● Listed entries:
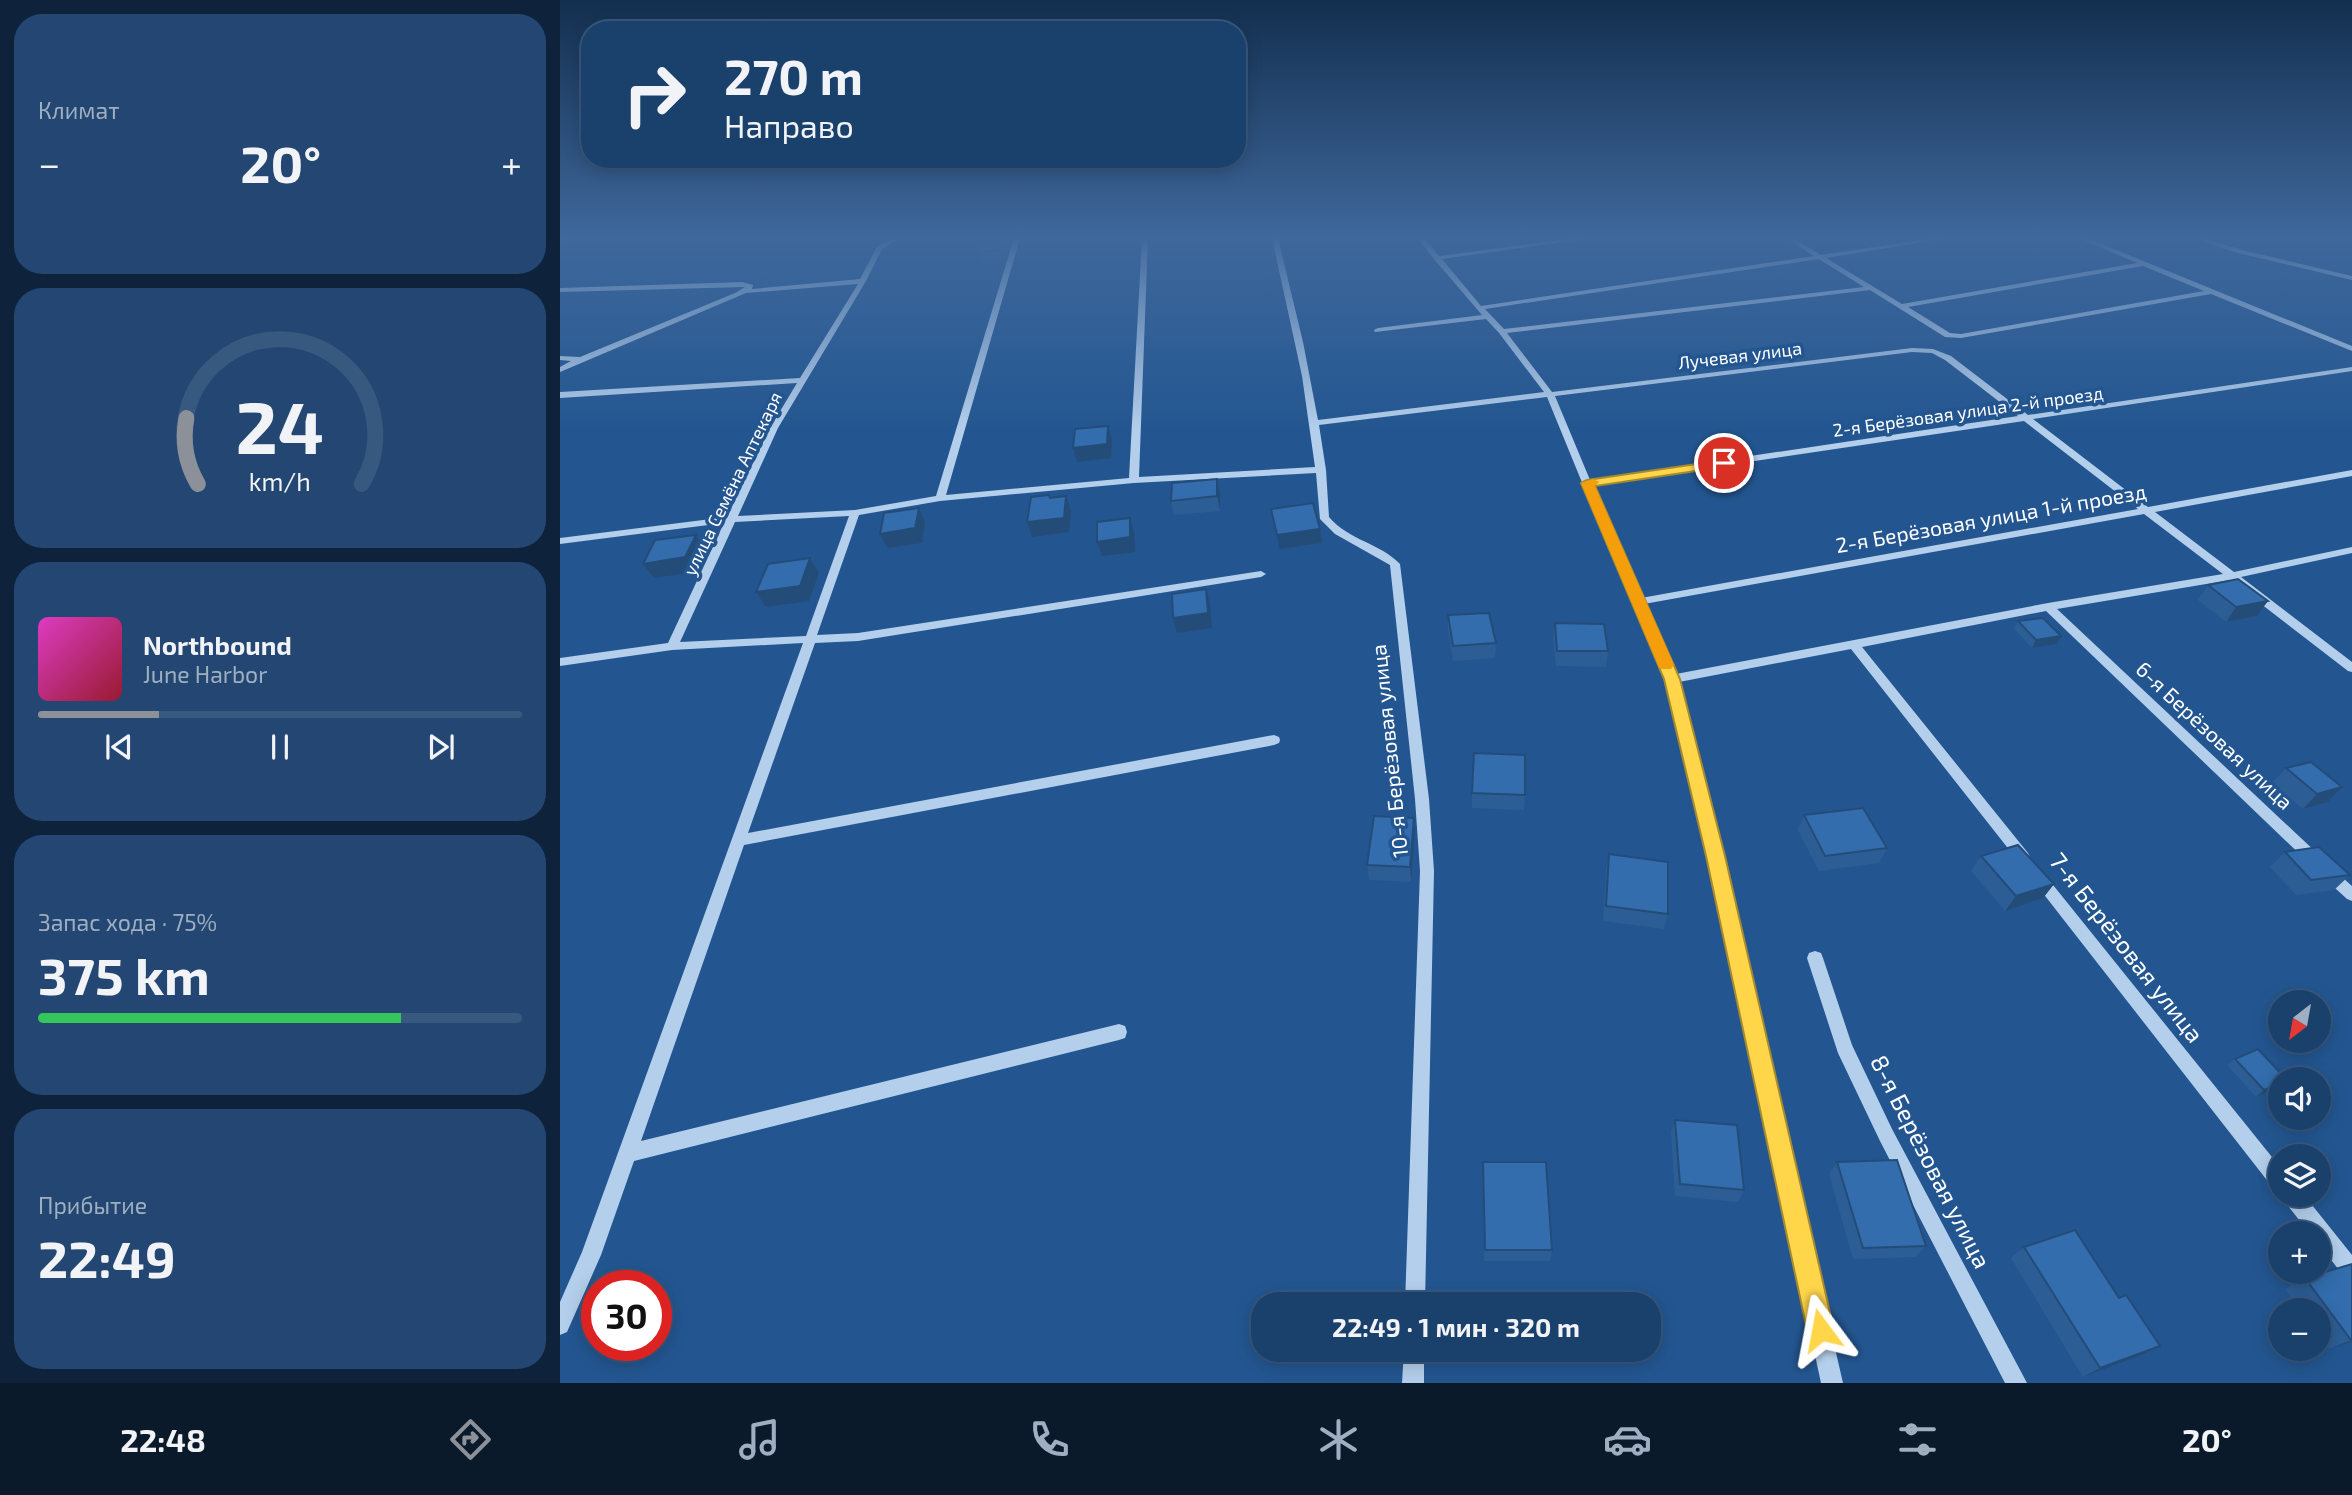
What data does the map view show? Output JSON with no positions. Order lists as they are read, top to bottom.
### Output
{
  "streets": {
    "street": [
      "Лучевая улица",
      "2-я Берёзовая улица 2-й проезд",
      "улица Семёна Аптекаря",
      "2-я Берёзовая улица 1-й проезд",
      "6-я Берёзовая улица",
      "10-я Берёзовая улица",
      "7-я Берёзовая улица",
      "8-я Берёзовая улица"
    ]
  },
  "crossings": [
    ["Лучевая улица", "2-я Берёзовая улица 2-й проезд"],
    ["Лучевая улица", "10-я Берёзовая улица"]
  ],
  "north": "bottom left",
  "page": {
    "tile": [
      "Климат",
      ["Запас хода · 75%", "375 km"],
      ["Прибытие", "22:49"]
    ],
    "turn": ["270 m", "Направо"],
    "heat": ["−", "20°", "+"],
    "song": ["Northbound", "June Harbor"],
    "map_buttons": ["+", "−"],
    "limit": "30",
    "trip": "22:49 · 1 мин · 320 m",
    "tabs": ["22:48", "20°"],
    "gauge": ["24", "km/h"]
  }
}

● Task instructions: Could every entry above be printed again exactly, images excluded?

● Exercise solution:
What data does the map view show? Output JSON with no positions. Order lists as they are read, top to bottom.
### Output
{
  "streets": {
    "street": [
      "Лучевая улица",
      "2-я Берёзовая улица 2-й проезд",
      "улица Семёна Аптекаря",
      "2-я Берёзовая улица 1-й проезд",
      "6-я Берёзовая улица",
      "10-я Берёзовая улица",
      "7-я Берёзовая улица",
      "8-я Берёзовая улица"
    ]
  },
  "crossings": [
    ["Лучевая улица", "2-я Берёзовая улица 2-й проезд"],
    ["Лучевая улица", "10-я Берёзовая улица"]
  ],
  "north": "bottom left",
  "page": {
    "tile": [
      "Климат",
      ["Запас хода · 75%", "375 km"],
      ["Прибытие", "22:49"]
    ],
    "turn": ["270 m", "Направо"],
    "heat": ["−", "20°", "+"],
    "song": ["Northbound", "June Harbor"],
    "map_buttons": ["+", "−"],
    "limit": "30",
    "trip": "22:49 · 1 мин · 320 m",
    "tabs": ["22:48", "20°"],
    "gauge": ["24", "km/h"]
  }
}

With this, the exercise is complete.